▶ [What is required] Print the records again, character for character.

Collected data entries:
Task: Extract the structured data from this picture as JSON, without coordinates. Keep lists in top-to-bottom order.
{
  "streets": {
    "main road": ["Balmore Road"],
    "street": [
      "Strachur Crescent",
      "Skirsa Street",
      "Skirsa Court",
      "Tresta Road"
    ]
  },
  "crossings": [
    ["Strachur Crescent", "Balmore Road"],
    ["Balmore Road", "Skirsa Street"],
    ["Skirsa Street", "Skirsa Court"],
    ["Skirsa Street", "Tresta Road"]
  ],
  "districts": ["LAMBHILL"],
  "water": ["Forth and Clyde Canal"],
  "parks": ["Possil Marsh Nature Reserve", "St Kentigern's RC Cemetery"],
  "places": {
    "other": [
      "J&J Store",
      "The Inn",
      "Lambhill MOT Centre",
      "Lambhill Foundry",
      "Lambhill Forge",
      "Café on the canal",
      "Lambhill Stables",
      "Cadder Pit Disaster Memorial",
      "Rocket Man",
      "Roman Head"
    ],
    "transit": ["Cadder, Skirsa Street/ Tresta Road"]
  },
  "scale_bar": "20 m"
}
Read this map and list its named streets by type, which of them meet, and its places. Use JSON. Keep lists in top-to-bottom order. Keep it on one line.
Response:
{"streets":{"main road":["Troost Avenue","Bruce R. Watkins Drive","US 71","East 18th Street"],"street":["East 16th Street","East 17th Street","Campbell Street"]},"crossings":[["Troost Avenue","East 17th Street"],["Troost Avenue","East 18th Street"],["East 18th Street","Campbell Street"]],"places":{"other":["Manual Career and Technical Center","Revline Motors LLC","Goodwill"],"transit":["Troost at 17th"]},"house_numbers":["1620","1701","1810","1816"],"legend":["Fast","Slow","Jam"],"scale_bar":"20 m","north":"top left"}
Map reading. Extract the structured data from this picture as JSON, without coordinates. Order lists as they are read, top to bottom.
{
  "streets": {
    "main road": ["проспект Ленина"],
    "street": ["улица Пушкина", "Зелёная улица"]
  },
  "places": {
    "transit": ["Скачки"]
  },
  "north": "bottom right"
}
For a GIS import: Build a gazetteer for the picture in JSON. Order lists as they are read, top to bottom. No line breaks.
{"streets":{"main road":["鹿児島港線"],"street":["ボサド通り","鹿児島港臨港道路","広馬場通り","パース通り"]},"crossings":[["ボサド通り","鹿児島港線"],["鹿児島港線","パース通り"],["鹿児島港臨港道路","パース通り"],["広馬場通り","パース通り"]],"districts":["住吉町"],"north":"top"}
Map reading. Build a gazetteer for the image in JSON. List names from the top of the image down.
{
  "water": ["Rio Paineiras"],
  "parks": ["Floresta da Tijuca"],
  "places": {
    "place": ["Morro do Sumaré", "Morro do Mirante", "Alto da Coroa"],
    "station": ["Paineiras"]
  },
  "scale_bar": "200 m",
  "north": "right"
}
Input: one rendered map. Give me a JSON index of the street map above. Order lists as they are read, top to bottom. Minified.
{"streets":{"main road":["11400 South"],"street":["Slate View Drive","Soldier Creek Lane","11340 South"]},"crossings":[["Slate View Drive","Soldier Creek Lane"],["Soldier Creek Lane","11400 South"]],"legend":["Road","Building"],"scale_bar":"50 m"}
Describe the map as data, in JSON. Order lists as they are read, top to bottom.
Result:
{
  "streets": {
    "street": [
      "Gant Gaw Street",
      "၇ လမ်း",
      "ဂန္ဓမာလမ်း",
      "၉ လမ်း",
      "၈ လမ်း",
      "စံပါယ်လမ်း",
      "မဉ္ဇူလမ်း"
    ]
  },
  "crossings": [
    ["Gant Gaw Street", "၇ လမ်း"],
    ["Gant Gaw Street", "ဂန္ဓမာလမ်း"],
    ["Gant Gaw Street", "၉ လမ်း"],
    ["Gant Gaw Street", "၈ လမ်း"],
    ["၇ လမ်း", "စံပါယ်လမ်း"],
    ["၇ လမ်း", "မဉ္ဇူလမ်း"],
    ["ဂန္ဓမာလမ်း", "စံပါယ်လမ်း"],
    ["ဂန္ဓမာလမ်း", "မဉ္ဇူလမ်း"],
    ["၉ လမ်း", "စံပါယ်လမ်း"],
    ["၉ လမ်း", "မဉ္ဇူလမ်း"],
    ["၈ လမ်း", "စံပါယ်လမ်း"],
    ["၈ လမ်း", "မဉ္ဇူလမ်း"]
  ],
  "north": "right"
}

▶ [Written answer]
Task: Extract the structured data from this picture as JSON, without coordinates. Keep lists in top-to-bottom order.
{
  "streets": {
    "main road": ["Balmore Road"],
    "street": [
      "Strachur Crescent",
      "Skirsa Street",
      "Skirsa Court",
      "Tresta Road"
    ]
  },
  "crossings": [
    ["Strachur Crescent", "Balmore Road"],
    ["Balmore Road", "Skirsa Street"],
    ["Skirsa Street", "Skirsa Court"],
    ["Skirsa Street", "Tresta Road"]
  ],
  "districts": ["LAMBHILL"],
  "water": ["Forth and Clyde Canal"],
  "parks": ["Possil Marsh Nature Reserve", "St Kentigern's RC Cemetery"],
  "places": {
    "other": [
      "J&J Store",
      "The Inn",
      "Lambhill MOT Centre",
      "Lambhill Foundry",
      "Lambhill Forge",
      "Café on the canal",
      "Lambhill Stables",
      "Cadder Pit Disaster Memorial",
      "Rocket Man",
      "Roman Head"
    ],
    "transit": ["Cadder, Skirsa Street/ Tresta Road"]
  },
  "scale_bar": "20 m"
}
Read this map and list its named streets by type, which of them meet, and its places. Use JSON. Keep lists in top-to-bottom order. Keep it on one line.
Response:
{"streets":{"main road":["Troost Avenue","Bruce R. Watkins Drive","US 71","East 18th Street"],"street":["East 16th Street","East 17th Street","Campbell Street"]},"crossings":[["Troost Avenue","East 17th Street"],["Troost Avenue","East 18th Street"],["East 18th Street","Campbell Street"]],"places":{"other":["Manual Career and Technical Center","Revline Motors LLC","Goodwill"],"transit":["Troost at 17th"]},"house_numbers":["1620","1701","1810","1816"],"legend":["Fast","Slow","Jam"],"scale_bar":"20 m","north":"top left"}
Map reading. Extract the structured data from this picture as JSON, without coordinates. Order lists as they are read, top to bottom.
{
  "streets": {
    "main road": ["проспект Ленина"],
    "street": ["улица Пушкина", "Зелёная улица"]
  },
  "places": {
    "transit": ["Скачки"]
  },
  "north": "bottom right"
}
For a GIS import: Build a gazetteer for the picture in JSON. Order lists as they are read, top to bottom. No line breaks.
{"streets":{"main road":["鹿児島港線"],"street":["ボサド通り","鹿児島港臨港道路","広馬場通り","パース通り"]},"crossings":[["ボサド通り","鹿児島港線"],["鹿児島港線","パース通り"],["鹿児島港臨港道路","パース通り"],["広馬場通り","パース通り"]],"districts":["住吉町"],"north":"top"}
Map reading. Build a gazetteer for the image in JSON. List names from the top of the image down.
{
  "water": ["Rio Paineiras"],
  "parks": ["Floresta da Tijuca"],
  "places": {
    "place": ["Morro do Sumaré", "Morro do Mirante", "Alto da Coroa"],
    "station": ["Paineiras"]
  },
  "scale_bar": "200 m",
  "north": "right"
}
Input: one rendered map. Give me a JSON index of the street map above. Order lists as they are read, top to bottom. Minified.
{"streets":{"main road":["11400 South"],"street":["Slate View Drive","Soldier Creek Lane","11340 South"]},"crossings":[["Slate View Drive","Soldier Creek Lane"],["Soldier Creek Lane","11400 South"]],"legend":["Road","Building"],"scale_bar":"50 m"}
Describe the map as data, in JSON. Order lists as they are read, top to bottom.
Result:
{
  "streets": {
    "street": [
      "Gant Gaw Street",
      "၇ လမ်း",
      "ဂန္ဓမာလမ်း",
      "၉ လမ်း",
      "၈ လမ်း",
      "စံပါယ်လမ်း",
      "မဉ္ဇူလမ်း"
    ]
  },
  "crossings": [
    ["Gant Gaw Street", "၇ လမ်း"],
    ["Gant Gaw Street", "ဂန္ဓမာလမ်း"],
    ["Gant Gaw Street", "၉ လမ်း"],
    ["Gant Gaw Street", "၈ လမ်း"],
    ["၇ လမ်း", "စံပါယ်လမ်း"],
    ["၇ လမ်း", "မဉ္ဇူလမ်း"],
    ["ဂန္ဓမာလမ်း", "စံပါယ်လမ်း"],
    ["ဂန္ဓမာလမ်း", "မဉ္ဇူလမ်း"],
    ["၉ လမ်း", "စံပါယ်လမ်း"],
    ["၉ လမ်း", "မဉ္ဇူလမ်း"],
    ["၈ လမ်း", "စံပါယ်လမ်း"],
    ["၈ လမ်း", "မဉ္ဇူလမ်း"]
  ],
  "north": "right"
}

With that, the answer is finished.